Some two dozen individuals were overcome within a few minutes, collapsing in their homes; at a fishing camp on the nearby Yazoo River; in their vehicles. Cars just shut off, since they need oxygen to burn fuel. Drivers scrambled out of their paralyzed vehicles, but were so disoriented that they just wandered around in the dark…
While ambient CO2 is odorless, colorless and heavier than air, the industrial CO2 in Denbury’s pipeline has been compressed into a liquid, which is pumped through pipelines under high pressure.

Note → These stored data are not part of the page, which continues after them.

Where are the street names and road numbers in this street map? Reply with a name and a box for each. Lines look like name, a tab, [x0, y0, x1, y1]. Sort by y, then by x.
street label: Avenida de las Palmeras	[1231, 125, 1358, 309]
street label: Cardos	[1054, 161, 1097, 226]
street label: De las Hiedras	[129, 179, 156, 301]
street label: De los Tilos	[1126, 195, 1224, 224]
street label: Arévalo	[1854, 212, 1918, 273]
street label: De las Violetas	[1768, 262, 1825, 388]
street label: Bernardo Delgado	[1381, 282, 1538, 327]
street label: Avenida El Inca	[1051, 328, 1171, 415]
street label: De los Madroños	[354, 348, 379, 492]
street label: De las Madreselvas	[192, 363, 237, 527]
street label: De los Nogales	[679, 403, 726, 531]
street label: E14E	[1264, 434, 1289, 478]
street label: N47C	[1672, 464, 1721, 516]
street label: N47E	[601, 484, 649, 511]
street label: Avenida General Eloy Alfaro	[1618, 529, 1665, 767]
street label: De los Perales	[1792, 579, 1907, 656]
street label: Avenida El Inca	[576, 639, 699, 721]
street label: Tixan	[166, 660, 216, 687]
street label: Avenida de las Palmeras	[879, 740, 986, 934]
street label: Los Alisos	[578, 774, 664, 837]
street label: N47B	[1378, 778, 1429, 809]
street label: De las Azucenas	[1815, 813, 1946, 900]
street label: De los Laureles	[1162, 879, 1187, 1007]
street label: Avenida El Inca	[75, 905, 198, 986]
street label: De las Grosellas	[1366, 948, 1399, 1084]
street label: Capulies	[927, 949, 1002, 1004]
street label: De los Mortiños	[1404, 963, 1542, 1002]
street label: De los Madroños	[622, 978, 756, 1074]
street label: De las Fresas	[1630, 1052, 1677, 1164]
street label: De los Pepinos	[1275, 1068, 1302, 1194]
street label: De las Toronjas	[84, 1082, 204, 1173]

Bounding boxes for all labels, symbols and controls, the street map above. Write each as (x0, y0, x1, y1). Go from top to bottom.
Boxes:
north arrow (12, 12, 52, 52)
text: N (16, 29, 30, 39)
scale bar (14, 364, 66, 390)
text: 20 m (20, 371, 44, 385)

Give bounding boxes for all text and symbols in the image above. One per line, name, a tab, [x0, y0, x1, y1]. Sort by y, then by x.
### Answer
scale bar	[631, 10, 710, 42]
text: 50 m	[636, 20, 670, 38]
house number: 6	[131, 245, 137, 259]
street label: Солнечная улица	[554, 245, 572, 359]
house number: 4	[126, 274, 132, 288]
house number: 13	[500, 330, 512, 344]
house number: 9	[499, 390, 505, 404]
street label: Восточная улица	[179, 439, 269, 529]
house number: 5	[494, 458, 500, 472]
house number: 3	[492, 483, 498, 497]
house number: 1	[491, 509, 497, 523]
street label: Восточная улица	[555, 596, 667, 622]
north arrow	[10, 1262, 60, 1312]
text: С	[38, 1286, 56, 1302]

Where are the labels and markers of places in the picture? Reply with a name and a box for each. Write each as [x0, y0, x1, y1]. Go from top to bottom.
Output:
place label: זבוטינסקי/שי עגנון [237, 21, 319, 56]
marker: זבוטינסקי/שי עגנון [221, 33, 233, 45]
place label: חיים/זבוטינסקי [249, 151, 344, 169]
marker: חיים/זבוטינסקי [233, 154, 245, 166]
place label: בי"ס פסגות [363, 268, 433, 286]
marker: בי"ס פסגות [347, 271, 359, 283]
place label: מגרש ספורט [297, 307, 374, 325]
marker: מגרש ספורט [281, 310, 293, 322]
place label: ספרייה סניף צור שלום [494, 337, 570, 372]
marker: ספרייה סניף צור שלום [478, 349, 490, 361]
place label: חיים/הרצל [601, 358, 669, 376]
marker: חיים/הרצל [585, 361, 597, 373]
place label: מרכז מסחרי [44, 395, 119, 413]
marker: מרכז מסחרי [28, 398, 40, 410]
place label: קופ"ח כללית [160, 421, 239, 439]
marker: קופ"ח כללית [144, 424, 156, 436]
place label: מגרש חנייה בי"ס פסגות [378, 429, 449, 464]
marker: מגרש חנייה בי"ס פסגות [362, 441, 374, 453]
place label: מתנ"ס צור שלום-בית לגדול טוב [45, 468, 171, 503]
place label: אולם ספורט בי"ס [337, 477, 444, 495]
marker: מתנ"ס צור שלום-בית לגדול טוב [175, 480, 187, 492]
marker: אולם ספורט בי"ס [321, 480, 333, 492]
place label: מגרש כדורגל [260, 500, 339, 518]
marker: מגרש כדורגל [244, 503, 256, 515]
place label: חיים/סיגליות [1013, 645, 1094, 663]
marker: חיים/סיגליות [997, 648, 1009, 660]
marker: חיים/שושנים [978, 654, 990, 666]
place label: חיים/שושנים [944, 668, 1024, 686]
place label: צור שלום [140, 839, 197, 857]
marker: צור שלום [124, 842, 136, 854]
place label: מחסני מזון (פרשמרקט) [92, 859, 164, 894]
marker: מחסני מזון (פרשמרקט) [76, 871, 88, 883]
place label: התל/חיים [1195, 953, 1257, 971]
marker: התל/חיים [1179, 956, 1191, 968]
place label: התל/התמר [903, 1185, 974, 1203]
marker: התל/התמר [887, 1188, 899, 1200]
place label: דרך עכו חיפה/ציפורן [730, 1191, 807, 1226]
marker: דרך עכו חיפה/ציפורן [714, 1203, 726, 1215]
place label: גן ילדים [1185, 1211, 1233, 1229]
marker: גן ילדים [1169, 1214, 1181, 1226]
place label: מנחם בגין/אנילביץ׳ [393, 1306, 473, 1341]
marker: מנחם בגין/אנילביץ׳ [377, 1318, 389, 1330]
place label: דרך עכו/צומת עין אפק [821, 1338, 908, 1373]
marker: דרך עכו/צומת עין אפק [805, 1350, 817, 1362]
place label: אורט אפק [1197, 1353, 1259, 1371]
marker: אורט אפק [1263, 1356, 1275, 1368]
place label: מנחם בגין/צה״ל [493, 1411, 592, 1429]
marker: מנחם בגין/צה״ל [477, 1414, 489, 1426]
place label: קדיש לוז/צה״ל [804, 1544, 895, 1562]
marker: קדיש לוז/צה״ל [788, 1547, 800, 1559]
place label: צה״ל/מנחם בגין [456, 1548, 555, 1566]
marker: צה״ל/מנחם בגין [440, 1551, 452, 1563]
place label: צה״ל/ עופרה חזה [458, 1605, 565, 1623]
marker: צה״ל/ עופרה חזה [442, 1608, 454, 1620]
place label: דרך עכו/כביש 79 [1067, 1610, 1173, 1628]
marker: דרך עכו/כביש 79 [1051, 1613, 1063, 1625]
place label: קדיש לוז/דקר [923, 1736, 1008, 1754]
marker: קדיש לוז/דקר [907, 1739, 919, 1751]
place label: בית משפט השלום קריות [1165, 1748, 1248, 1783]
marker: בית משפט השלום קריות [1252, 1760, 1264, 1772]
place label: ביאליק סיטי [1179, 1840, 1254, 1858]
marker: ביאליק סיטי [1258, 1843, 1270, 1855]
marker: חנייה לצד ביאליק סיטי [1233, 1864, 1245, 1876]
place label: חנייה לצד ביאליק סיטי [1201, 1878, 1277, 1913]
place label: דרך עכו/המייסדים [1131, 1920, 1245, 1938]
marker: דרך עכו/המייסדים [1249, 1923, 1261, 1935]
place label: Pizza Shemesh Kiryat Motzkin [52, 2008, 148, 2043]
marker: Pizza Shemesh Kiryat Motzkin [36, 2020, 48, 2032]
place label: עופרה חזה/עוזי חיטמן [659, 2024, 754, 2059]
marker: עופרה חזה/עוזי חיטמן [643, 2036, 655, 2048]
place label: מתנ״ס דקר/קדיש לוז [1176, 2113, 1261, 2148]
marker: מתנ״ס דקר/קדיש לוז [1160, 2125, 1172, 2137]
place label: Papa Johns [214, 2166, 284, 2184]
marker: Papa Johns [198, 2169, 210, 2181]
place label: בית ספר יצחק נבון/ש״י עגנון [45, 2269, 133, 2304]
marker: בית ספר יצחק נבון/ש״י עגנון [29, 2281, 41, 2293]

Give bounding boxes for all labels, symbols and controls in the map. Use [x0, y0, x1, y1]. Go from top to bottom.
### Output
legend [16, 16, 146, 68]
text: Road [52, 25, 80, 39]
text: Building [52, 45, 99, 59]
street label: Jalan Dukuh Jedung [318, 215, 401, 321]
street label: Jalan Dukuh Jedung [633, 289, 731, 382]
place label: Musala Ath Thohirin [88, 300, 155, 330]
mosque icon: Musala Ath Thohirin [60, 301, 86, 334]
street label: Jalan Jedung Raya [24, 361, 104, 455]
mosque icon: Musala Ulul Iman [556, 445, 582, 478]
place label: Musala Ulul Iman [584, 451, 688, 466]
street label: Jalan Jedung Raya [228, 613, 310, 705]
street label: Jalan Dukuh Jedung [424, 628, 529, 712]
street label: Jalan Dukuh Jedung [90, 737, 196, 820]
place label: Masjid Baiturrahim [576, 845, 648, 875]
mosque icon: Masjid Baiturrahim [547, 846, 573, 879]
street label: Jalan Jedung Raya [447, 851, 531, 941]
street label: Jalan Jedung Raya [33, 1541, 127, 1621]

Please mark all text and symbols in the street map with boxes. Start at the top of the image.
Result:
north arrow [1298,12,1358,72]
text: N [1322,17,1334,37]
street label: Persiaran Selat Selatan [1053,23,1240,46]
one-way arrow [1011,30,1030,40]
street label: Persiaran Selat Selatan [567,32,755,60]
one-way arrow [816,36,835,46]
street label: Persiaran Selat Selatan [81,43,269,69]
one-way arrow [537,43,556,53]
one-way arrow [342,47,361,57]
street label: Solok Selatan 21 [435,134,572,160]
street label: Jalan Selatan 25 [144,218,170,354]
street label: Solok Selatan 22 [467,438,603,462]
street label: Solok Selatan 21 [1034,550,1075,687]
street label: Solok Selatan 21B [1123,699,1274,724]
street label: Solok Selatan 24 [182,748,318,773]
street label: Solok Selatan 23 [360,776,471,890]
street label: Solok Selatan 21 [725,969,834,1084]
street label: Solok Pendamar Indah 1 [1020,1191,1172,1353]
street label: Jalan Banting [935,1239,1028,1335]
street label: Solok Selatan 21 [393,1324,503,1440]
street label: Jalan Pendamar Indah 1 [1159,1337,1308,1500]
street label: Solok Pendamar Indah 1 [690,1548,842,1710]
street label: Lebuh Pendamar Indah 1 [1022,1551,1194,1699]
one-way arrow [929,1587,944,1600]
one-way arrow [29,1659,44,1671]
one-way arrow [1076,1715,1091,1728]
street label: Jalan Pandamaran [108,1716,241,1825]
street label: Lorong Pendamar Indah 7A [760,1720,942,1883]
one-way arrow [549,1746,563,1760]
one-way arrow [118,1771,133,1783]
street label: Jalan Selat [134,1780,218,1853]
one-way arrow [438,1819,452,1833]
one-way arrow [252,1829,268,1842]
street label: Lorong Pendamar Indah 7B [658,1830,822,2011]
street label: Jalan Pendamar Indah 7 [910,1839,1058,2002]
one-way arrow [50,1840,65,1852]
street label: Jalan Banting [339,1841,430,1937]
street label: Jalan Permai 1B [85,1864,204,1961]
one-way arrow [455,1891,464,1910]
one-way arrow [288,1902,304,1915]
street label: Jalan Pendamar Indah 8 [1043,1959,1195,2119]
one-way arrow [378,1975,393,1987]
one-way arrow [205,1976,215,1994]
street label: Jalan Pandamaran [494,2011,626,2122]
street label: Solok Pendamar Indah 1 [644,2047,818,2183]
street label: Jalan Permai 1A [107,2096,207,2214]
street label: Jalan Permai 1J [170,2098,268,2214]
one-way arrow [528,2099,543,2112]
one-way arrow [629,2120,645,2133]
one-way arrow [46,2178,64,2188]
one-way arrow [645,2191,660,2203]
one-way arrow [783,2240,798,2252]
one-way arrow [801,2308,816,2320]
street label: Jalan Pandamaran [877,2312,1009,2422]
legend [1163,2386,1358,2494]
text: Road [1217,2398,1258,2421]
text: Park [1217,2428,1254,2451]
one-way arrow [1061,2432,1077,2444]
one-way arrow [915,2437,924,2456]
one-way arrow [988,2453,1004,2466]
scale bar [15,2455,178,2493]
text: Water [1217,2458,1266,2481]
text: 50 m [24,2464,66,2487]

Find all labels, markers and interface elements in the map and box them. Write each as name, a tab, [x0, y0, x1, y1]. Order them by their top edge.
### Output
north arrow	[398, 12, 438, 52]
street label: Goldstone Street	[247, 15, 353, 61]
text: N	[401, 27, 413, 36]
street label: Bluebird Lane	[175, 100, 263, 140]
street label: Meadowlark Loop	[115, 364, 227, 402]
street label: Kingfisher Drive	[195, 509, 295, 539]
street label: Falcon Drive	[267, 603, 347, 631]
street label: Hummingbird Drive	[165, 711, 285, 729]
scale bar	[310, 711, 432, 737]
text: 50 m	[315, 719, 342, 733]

A rupture in this kind of pipeline sends CO2 gushing out in a dense, powdery white cloud that sinks to the ground and is cold enough to make steel so brittle it can be smashed with a sledgehammer.
CO2 is no joke. They formerly used it to euthanize animals until the animal-rights people got on the case. And its effect on humans runs the gamut from severe nuisance to asphyxia.
Carbon dioxide is an asphyxiant that displaces ambient oxygen, making it more difficult to breathe. Smaller exposures cause coughing, dizziness and a panicky feeling called “air hunger.” As CO2 concentrations get higher and exposure times longer, the gas causes a range of effects from unconsciousness to coma to death. Even at lower levels, CO2 can act as an intoxicant, impairing cognitive performance and inducing a confused, drunken-like state.
And the CO2 in Satartia was laced with hydrogen sulfide, an even more seriously poisonous substance.
The Biden administration is all on board with increased emphasis on capture and sequestration (CCS) technology, which requires CO2 and will require a massive new network of pipelines. Which, unless regulations and oversight improve in one quick hurry, will mean there may well be more Satartias and more green fog over the landscape.
At the same time, a group of friends were cooking crayfish and sipping beer at a fishing camp along the Yazoo River. It was getting dark when Hugh Martin noticed the rotten egg smell. Soon they were all wheezing and breathing hard. Martin’s friend, Casey Sanders, collapsed onto the ground, then quickly came to. Coughing and choking, everyone somehow made it to their vehicles. Martin jumped into his white pickup truck and drove up onto the levee that separates the town from the river. The glare of his headlights illuminated a green, misty fog. The suffocating feeling was nearly intolerable. “Only thing I been through worse than this was the gas chamber when I was in the Army training for Desert Storm,” he said. “And that was CS gas.” CS gas is a type of tear gas.
He called his cuddle mother, Marguerite Vinson, who told him she was feeling dizzy. “Got your shoes on, mama?” he asked, trying to keep the anxiety out of his voice. He told her to meet him in the carport of their home, not far from the fishing camp. After stopping once to throw up out of the truck window, he made it home. “I saw mama standing there, holding her phone, and she was weak at the knees. And I just grabbed her and threw her in the truck,” said Martin. “Then I just took off and headed for the highway.”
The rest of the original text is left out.